YOUR TASK: What are the lines of the listing below, word for word, from the first down to the one that contains "position:absolute; left:1489px; top:32px;"?

EXCERPTED RECORDS:

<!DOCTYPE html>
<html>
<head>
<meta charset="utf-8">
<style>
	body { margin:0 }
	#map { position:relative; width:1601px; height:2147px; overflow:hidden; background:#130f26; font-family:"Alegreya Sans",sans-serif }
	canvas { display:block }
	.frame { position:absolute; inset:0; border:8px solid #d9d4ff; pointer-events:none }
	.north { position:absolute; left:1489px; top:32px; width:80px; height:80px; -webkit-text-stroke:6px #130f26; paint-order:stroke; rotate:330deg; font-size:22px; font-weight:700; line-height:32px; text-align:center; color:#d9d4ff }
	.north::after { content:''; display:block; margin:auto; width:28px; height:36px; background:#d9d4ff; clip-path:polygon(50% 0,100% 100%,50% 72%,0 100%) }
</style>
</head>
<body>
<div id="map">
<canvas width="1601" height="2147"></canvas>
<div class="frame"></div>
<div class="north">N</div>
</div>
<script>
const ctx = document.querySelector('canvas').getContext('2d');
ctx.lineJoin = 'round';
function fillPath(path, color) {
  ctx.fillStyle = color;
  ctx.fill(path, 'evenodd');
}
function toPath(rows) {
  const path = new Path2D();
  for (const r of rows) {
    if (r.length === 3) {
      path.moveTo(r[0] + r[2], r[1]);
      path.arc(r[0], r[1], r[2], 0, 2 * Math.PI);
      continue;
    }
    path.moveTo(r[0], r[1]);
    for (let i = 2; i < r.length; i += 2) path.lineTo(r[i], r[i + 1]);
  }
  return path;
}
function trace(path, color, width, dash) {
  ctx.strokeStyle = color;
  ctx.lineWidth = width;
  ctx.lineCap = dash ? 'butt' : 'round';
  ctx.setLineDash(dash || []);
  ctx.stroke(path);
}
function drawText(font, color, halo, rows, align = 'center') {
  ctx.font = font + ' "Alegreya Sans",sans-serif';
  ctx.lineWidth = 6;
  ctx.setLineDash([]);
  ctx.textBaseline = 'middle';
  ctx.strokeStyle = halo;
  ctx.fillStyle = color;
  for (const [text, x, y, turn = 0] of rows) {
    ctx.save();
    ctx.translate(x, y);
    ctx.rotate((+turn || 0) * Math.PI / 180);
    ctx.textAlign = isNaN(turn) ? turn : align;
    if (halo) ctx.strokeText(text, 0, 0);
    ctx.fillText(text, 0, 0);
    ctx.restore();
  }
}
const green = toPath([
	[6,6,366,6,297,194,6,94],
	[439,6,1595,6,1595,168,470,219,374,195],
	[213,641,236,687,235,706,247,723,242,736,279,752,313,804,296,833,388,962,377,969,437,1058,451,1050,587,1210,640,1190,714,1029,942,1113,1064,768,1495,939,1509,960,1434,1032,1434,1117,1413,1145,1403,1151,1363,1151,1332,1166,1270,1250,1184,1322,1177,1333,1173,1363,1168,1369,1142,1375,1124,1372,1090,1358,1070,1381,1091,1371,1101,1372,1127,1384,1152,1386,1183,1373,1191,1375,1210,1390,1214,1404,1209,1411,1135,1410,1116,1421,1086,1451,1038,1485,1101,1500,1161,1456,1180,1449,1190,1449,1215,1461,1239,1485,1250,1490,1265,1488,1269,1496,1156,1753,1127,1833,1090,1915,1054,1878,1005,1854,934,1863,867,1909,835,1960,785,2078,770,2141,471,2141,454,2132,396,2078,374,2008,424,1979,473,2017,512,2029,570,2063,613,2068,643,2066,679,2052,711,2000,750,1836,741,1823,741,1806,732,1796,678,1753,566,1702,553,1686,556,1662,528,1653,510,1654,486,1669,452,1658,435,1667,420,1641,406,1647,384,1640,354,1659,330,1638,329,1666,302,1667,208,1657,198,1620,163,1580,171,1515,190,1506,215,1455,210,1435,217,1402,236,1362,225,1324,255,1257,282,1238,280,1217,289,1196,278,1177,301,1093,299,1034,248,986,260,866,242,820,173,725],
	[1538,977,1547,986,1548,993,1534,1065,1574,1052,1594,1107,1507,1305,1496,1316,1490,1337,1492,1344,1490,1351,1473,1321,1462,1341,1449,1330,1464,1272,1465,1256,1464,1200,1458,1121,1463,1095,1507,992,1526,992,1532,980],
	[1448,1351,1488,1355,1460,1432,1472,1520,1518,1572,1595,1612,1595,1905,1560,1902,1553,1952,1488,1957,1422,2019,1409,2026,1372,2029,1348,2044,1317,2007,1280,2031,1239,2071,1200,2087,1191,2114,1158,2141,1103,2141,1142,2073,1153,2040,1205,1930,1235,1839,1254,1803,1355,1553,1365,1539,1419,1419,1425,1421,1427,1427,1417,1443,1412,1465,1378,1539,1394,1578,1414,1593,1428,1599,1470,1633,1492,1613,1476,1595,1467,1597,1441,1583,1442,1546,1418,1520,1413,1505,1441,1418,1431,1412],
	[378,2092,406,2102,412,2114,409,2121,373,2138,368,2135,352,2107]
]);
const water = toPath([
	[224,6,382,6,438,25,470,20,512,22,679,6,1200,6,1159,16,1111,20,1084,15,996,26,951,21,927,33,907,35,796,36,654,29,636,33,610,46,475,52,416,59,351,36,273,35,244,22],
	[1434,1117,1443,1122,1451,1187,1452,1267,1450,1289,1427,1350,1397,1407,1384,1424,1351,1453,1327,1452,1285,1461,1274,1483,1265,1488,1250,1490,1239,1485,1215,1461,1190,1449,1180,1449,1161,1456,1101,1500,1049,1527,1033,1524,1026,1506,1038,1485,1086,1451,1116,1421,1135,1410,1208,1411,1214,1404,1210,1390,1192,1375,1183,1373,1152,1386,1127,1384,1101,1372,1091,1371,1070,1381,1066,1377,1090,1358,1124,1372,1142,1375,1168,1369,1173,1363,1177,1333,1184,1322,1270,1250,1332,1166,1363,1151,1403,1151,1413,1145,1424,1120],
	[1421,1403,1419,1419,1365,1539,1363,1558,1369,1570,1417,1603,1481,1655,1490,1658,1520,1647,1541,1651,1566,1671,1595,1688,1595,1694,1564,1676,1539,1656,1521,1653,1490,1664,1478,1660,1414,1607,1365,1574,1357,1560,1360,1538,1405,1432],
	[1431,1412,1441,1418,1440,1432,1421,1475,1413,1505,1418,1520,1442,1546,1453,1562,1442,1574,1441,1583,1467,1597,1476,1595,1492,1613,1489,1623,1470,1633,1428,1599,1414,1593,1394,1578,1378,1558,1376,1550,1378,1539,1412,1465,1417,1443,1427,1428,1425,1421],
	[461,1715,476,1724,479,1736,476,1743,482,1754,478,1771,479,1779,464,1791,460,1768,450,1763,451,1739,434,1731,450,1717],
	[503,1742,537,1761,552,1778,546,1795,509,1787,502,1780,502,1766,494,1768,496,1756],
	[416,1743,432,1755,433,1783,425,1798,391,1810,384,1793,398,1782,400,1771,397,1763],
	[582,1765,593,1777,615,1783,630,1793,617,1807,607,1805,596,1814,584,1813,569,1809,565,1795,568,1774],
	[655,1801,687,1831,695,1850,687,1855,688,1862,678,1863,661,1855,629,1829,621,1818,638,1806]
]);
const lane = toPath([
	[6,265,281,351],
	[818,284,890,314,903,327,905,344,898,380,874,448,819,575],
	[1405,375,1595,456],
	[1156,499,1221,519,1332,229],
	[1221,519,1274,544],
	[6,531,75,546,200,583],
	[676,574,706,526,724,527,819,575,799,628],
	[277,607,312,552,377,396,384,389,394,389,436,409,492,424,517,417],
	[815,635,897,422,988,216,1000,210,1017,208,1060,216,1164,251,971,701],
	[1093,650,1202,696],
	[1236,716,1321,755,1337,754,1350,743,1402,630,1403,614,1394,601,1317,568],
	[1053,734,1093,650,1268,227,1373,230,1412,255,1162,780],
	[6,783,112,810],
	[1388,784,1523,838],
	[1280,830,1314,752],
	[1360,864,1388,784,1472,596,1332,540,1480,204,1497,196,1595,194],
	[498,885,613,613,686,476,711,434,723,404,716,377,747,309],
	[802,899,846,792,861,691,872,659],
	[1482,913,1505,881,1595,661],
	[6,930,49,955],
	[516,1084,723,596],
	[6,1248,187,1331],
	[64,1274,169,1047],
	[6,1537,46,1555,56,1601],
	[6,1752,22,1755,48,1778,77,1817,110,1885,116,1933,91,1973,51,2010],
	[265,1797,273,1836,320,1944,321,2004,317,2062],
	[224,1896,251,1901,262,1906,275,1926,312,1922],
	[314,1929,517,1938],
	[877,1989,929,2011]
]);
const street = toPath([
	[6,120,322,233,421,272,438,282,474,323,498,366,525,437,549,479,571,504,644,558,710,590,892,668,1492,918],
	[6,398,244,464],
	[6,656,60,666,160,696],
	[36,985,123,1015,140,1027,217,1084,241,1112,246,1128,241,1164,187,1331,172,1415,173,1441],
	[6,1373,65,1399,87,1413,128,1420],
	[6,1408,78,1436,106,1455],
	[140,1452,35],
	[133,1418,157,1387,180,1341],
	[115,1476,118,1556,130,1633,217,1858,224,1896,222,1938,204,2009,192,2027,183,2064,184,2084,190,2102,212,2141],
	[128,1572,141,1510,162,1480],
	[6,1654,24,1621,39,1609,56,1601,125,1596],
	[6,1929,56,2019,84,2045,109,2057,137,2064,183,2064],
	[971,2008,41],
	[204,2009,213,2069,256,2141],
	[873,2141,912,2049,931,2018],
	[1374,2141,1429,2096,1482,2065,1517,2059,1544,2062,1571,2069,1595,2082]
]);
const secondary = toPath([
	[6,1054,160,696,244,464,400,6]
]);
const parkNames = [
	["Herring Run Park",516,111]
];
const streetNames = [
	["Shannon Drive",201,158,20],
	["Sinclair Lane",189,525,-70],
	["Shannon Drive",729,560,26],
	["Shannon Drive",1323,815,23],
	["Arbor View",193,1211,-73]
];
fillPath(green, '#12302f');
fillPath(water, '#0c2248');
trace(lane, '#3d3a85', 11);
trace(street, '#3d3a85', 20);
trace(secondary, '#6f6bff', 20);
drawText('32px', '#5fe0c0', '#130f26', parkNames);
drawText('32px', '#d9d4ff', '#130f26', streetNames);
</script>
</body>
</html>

RESPONSE FOR THIS EXERCISE:
<!DOCTYPE html>
<html>
<head>
<meta charset="utf-8">
<style>
	body { margin:0 }
	#map { position:relative; width:1601px; height:2147px; overflow:hidden; background:#130f26; font-family:"Alegreya Sans",sans-serif }
	canvas { display:block }
	.frame { position:absolute; inset:0; border:8px solid #d9d4ff; pointer-events:none }
	.north { position:absolute; left:1489px; top:32px; width:80px; height:80px; -webkit-text-stroke:6px #130f26; paint-order:stroke; rotate:330deg; font-size:22px; font-weight:700; line-height:32px; text-align:center; color:#d9d4ff }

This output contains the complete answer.